#### [Entries taken from a collection]
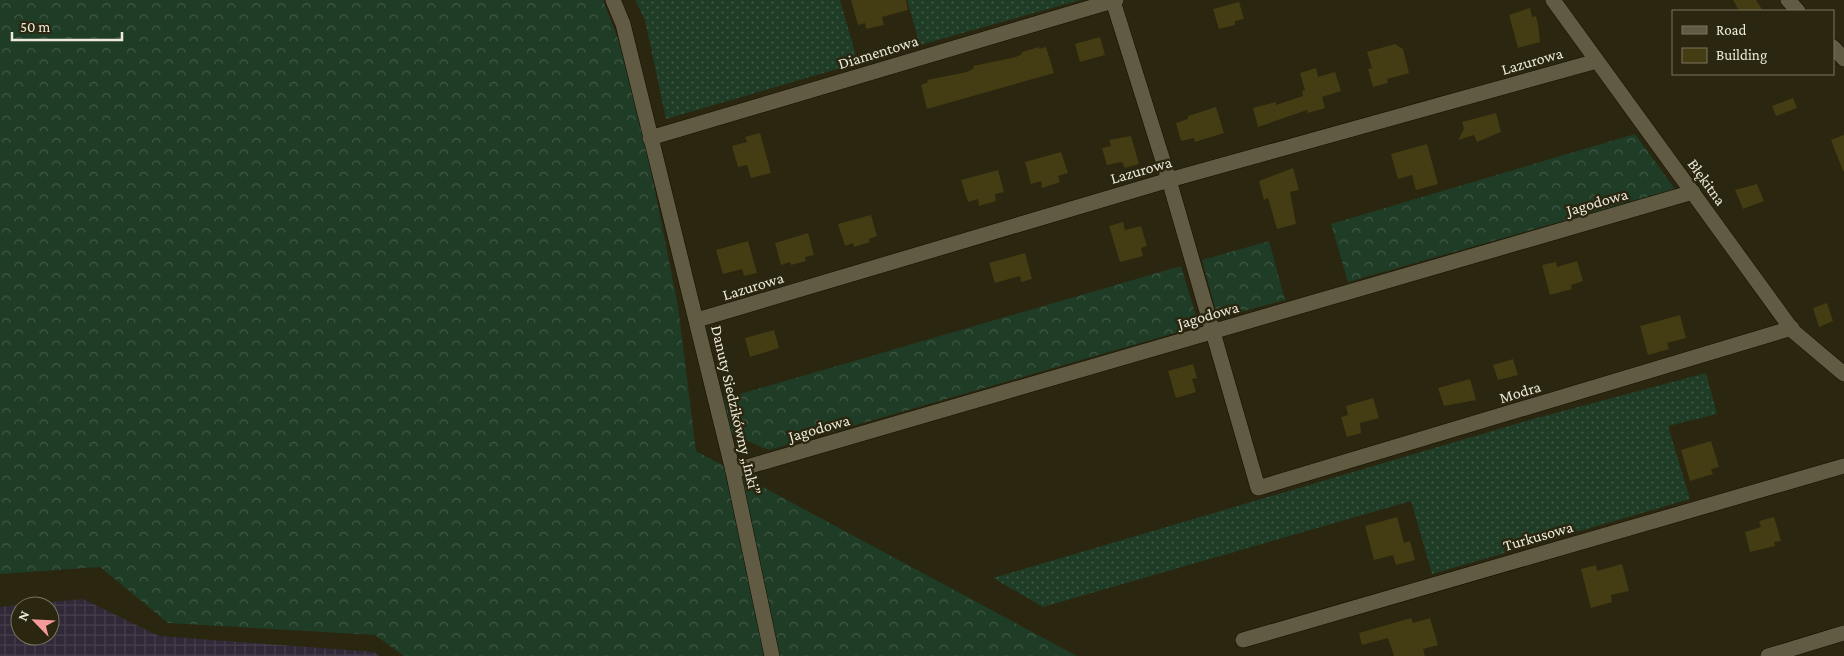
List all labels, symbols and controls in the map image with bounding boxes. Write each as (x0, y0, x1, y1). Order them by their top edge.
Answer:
scale bar (12, 10, 122, 42)
legend (1672, 10, 1834, 75)
text: 50 m (20, 19, 50, 35)
text: Road (1716, 22, 1747, 38)
street label: Diamentowa (836, 32, 921, 72)
street label: Lazurowa (1499, 44, 1565, 78)
text: Building (1716, 47, 1767, 64)
street label: Lazurowa (1108, 153, 1174, 187)
street label: Błękitna (1684, 156, 1730, 210)
street label: Jagodowa (1562, 185, 1631, 220)
street label: Lazurowa (720, 268, 786, 303)
street label: Jagodowa (1173, 298, 1242, 333)
street label: Danuty Siedzikówny „Inki” (707, 324, 764, 497)
street label: Modra (1497, 377, 1543, 406)
street label: Jagodowa (784, 411, 853, 446)
street label: Turkusowa (1501, 518, 1576, 554)
north arrow (10, 596, 60, 646)
text: N (14, 608, 33, 623)

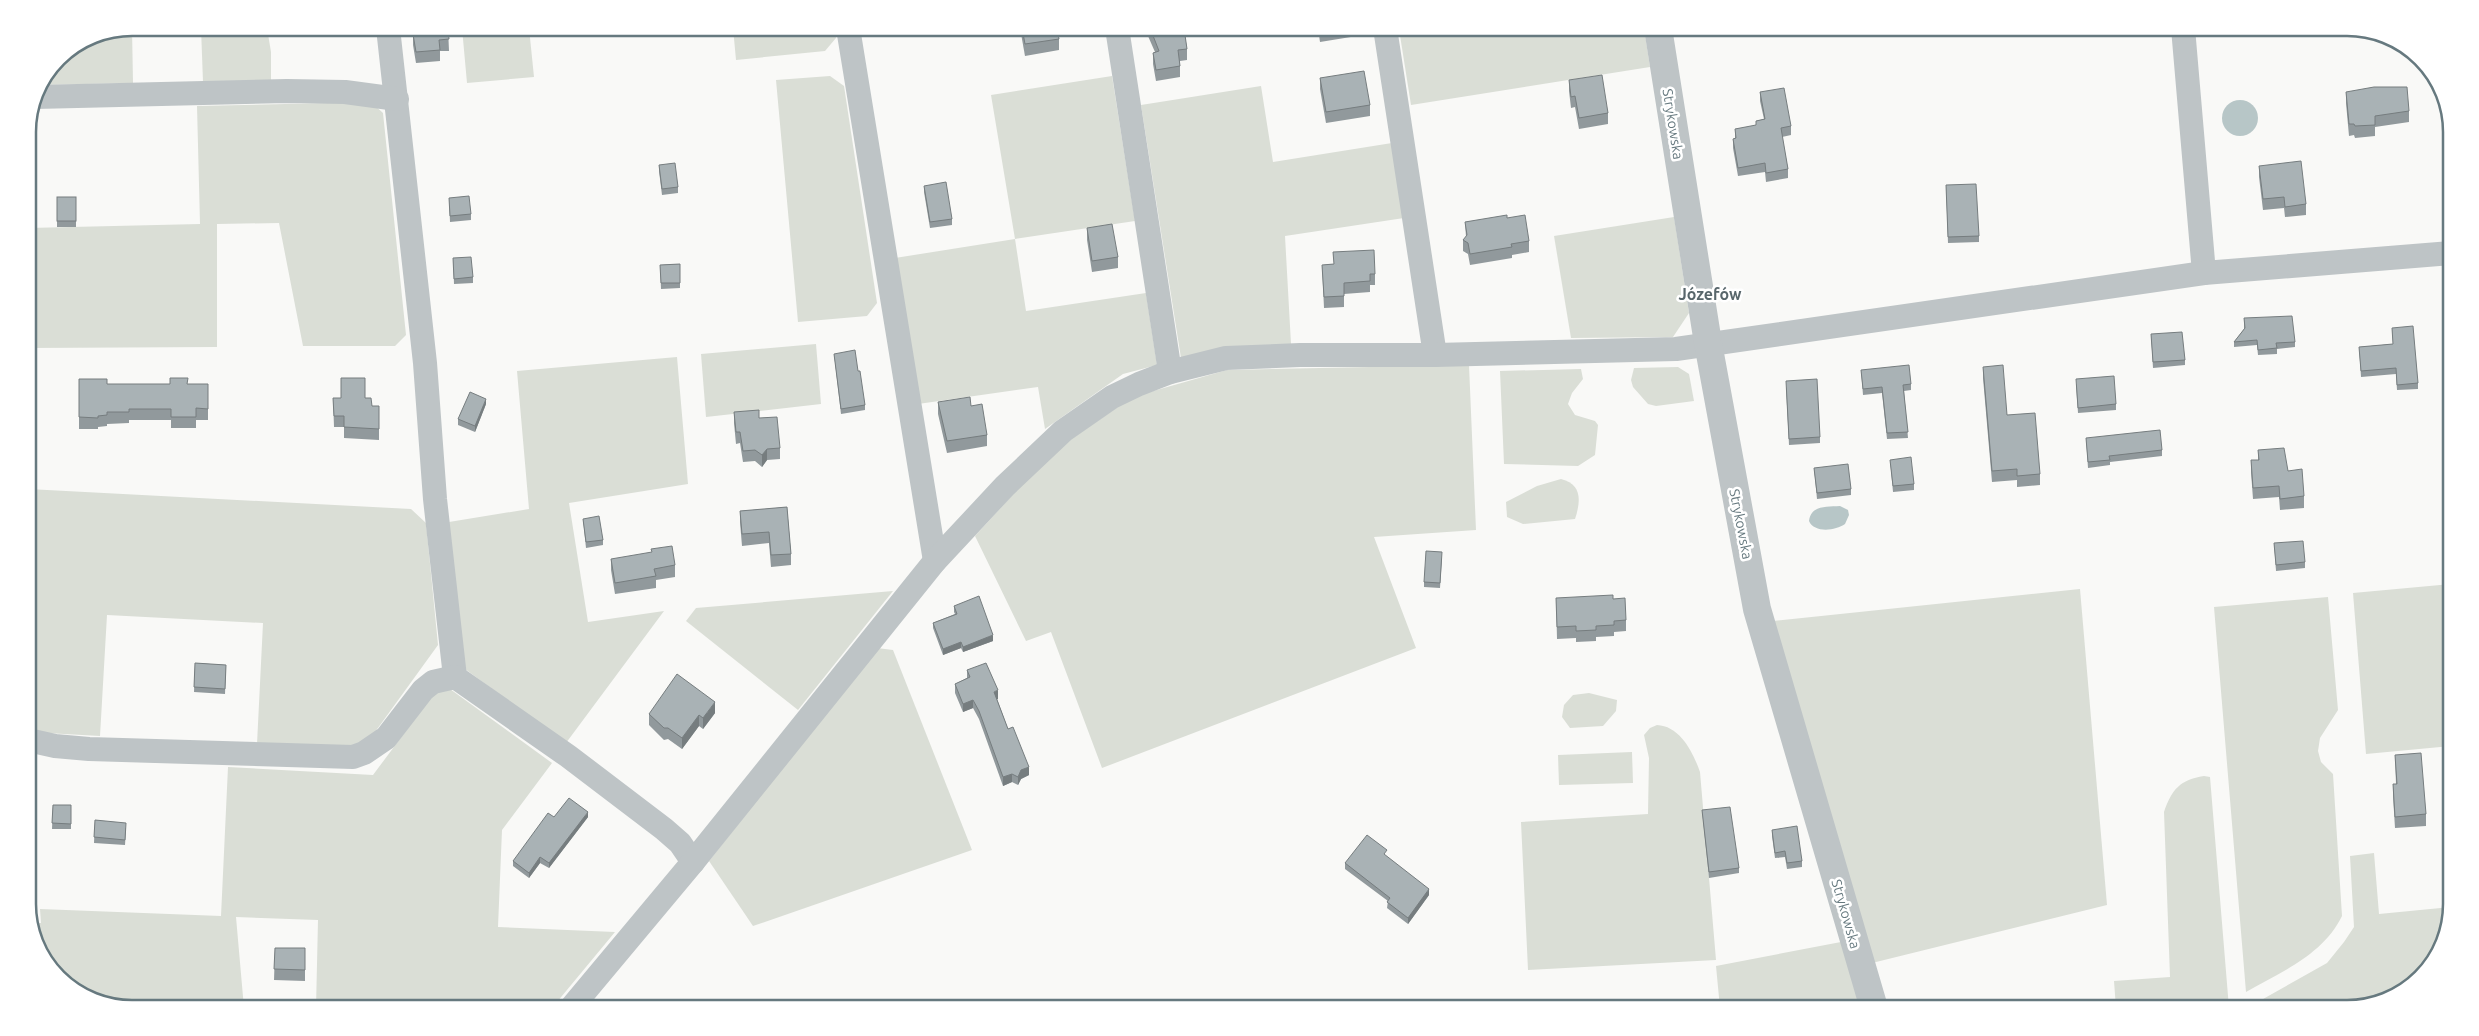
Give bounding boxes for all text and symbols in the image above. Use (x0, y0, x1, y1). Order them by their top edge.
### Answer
street label: Strykowska (1660, 88, 1686, 160)
district label: Józefów (1678, 285, 1742, 303)
street label: Strykowska (1726, 487, 1756, 561)
street label: Strykowska (1828, 877, 1864, 951)

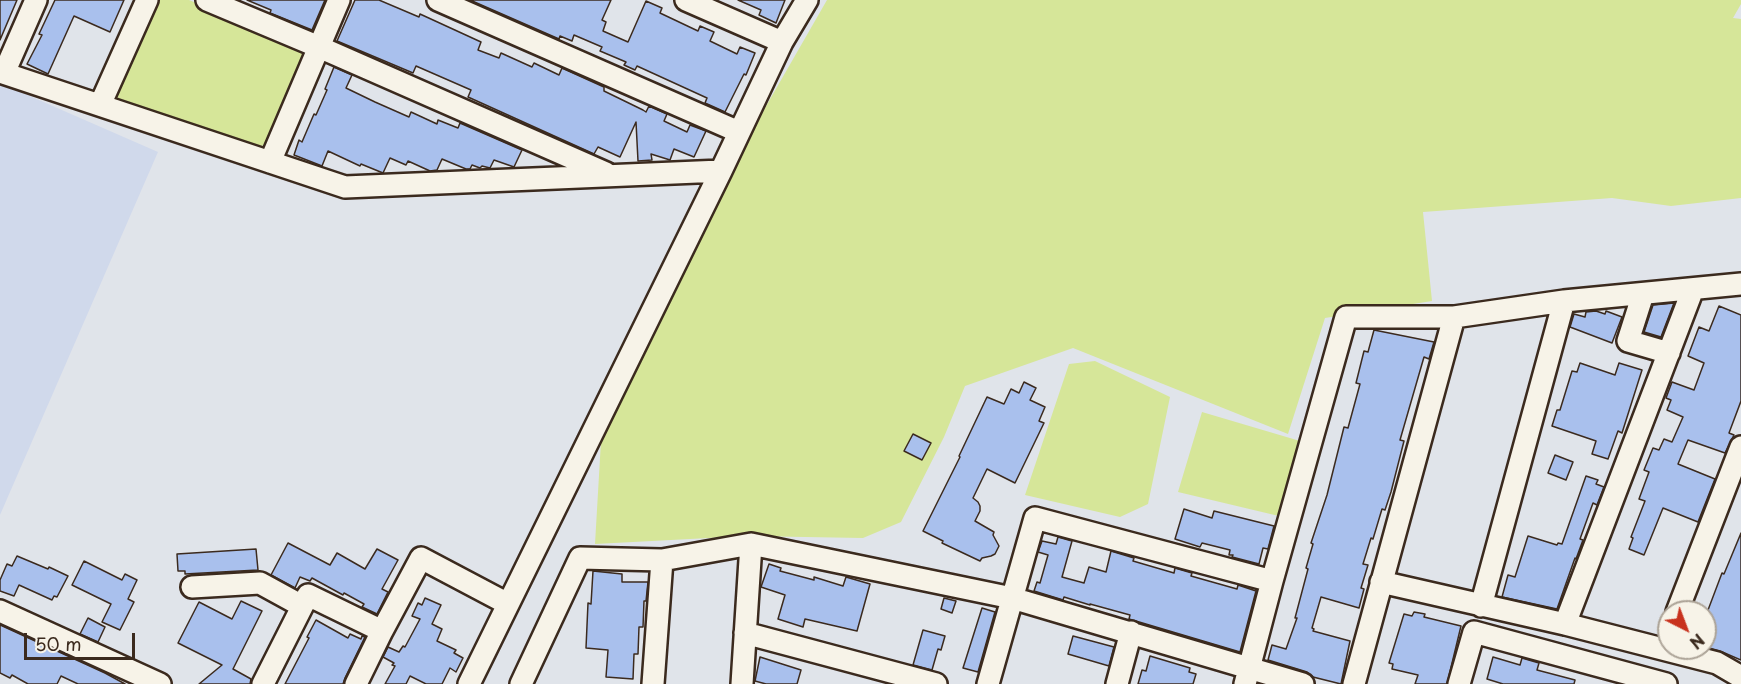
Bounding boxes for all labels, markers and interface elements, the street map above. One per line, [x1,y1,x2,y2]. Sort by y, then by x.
north arrow [1657,600,1717,660]
scale bar [27,621,138,659]
text: N [1685,629,1710,655]
text: 50 m [35,630,82,657]

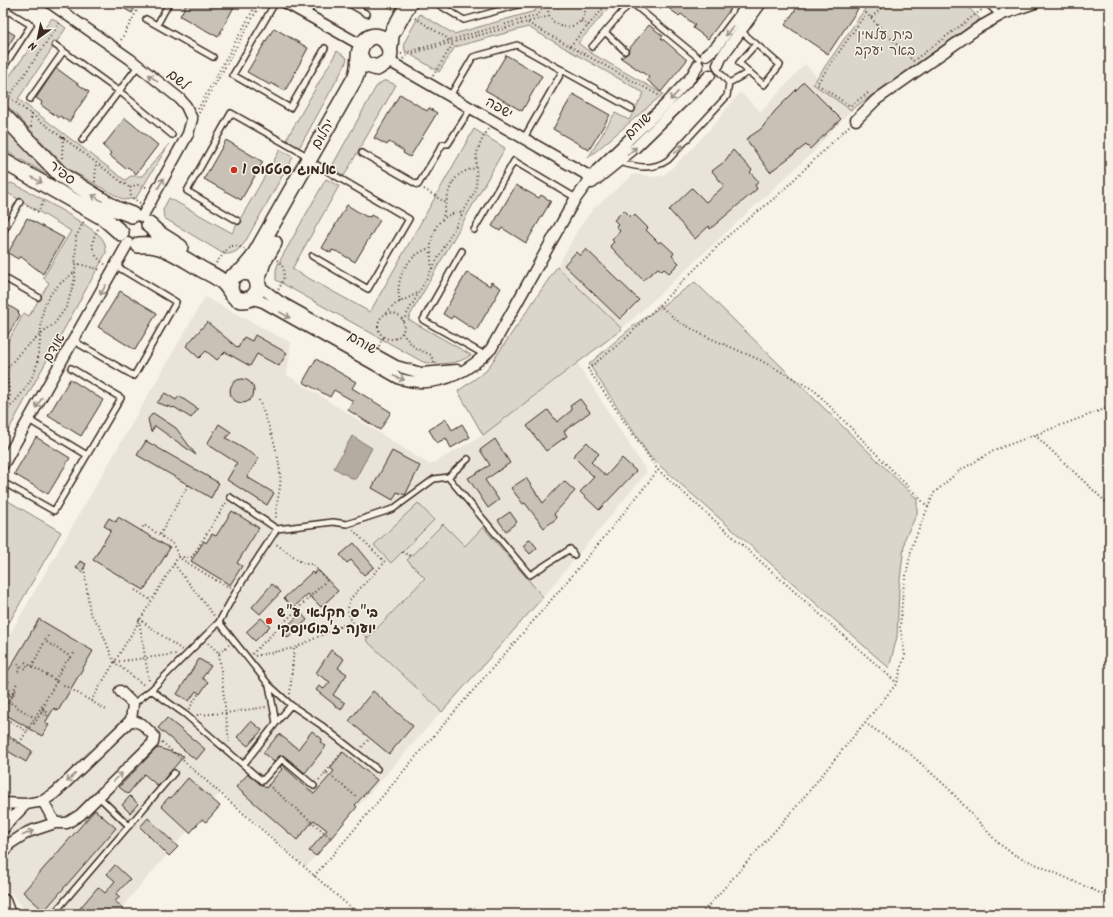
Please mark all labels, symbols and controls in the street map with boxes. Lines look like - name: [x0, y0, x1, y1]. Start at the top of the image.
- north arrow: [18, 18, 58, 58]
- park label: בית עלמין באר יעקב: [855, 24, 915, 62]
- one-way arrow: [725, 25, 733, 36]
- text: N: [25, 36, 41, 55]
- street label: לשם: [162, 64, 194, 96]
- one-way arrow: [147, 73, 158, 82]
- street label: ישפה: [481, 91, 517, 125]
- one-way arrow: [669, 91, 679, 101]
- street label: שוהם: [619, 107, 657, 145]
- street label: יהלום: [306, 115, 340, 153]
- one-way arrow: [674, 144, 684, 154]
- one-way arrow: [626, 147, 636, 156]
- street label: ספיר: [44, 155, 80, 191]
- place label: אלמוג סטטוס 1: [242, 159, 337, 181]
- marker: אלמוג סטטוס 1: [229, 165, 239, 175]
- one-way arrow: [31, 177, 43, 185]
- one-way arrow: [158, 177, 166, 189]
- one-way arrow: [92, 193, 103, 202]
- one-way arrow: [98, 284, 106, 296]
- one-way arrow: [279, 312, 291, 320]
- street label: שוהם: [343, 326, 381, 360]
- street label: אודם: [37, 329, 71, 367]
- one-way arrow: [392, 375, 404, 383]
- one-way arrow: [34, 397, 42, 409]
- place label: בי"ס חקלאי ע"ש יוענה ז'בוטינסקי: [277, 602, 378, 640]
- marker: בי"ס חקלאי ע"ש יוענה ז'בוטינסקי: [264, 616, 274, 626]
- one-way arrow: [113, 772, 123, 782]
- one-way arrow: [66, 773, 76, 783]
- one-way arrow: [21, 829, 33, 836]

#### [Problem requirements]
Repeat the data exactly as given. Keep every picture out of the copy.

#### [Reply]
List all labels, symbols and controls in the map image with bounding boxes. Write each as (x0, y0, x1, y1). Order them by their top edge.
Answer:
scale bar (12, 10, 122, 42)
legend (1672, 10, 1834, 75)
text: 50 m (20, 19, 50, 35)
text: Road (1716, 22, 1747, 38)
street label: Diamentowa (836, 32, 921, 72)
street label: Lazurowa (1499, 44, 1565, 78)
text: Building (1716, 47, 1767, 64)
street label: Lazurowa (1108, 153, 1174, 187)
street label: Błękitna (1684, 156, 1730, 210)
street label: Jagodowa (1562, 185, 1631, 220)
street label: Lazurowa (720, 268, 786, 303)
street label: Jagodowa (1173, 298, 1242, 333)
street label: Danuty Siedzikówny „Inki” (707, 324, 764, 497)
street label: Modra (1497, 377, 1543, 406)
street label: Jagodowa (784, 411, 853, 446)
street label: Turkusowa (1501, 518, 1576, 554)
north arrow (10, 596, 60, 646)
text: N (14, 608, 33, 623)

Give bounding boxes for all text and symbols in the image above. Use (x0, y0, x1, y1). Order them by their top edge.
### Answer
street label: Strykowska (1660, 88, 1686, 160)
district label: Józefów (1678, 285, 1742, 303)
street label: Strykowska (1726, 487, 1756, 561)
street label: Strykowska (1828, 877, 1864, 951)

Bounding boxes for all labels, markers and interface elements, the street map above. One per line, [x1,y1,x2,y2]. Sort by y, then by x.
north arrow [1657,600,1717,660]
scale bar [27,621,138,659]
text: N [1685,629,1710,655]
text: 50 m [35,630,82,657]

Please mark all labels, symbols and controls in the street map with boxes. Lines look like - name: [x0, y0, x1, y1]. Start at the top of the image.
- north arrow: [18, 18, 58, 58]
- park label: בית עלמין באר יעקב: [855, 24, 915, 62]
- one-way arrow: [725, 25, 733, 36]
- text: N: [25, 36, 41, 55]
- street label: לשם: [162, 64, 194, 96]
- one-way arrow: [147, 73, 158, 82]
- street label: ישפה: [481, 91, 517, 125]
- one-way arrow: [669, 91, 679, 101]
- street label: שוהם: [619, 107, 657, 145]
- street label: יהלום: [306, 115, 340, 153]
- one-way arrow: [674, 144, 684, 154]
- one-way arrow: [626, 147, 636, 156]
- street label: ספיר: [44, 155, 80, 191]
- place label: אלמוג סטטוס 1: [242, 159, 337, 181]
- marker: אלמוג סטטוס 1: [229, 165, 239, 175]
- one-way arrow: [31, 177, 43, 185]
- one-way arrow: [158, 177, 166, 189]
- one-way arrow: [92, 193, 103, 202]
- one-way arrow: [98, 284, 106, 296]
- one-way arrow: [279, 312, 291, 320]
- street label: שוהם: [343, 326, 381, 360]
- street label: אודם: [37, 329, 71, 367]
- one-way arrow: [392, 375, 404, 383]
- one-way arrow: [34, 397, 42, 409]
- place label: בי"ס חקלאי ע"ש יוענה ז'בוטינסקי: [277, 602, 378, 640]
- marker: בי"ס חקלאי ע"ש יוענה ז'בוטינסקי: [264, 616, 274, 626]
- one-way arrow: [113, 772, 123, 782]
- one-way arrow: [66, 773, 76, 783]
- one-way arrow: [21, 829, 33, 836]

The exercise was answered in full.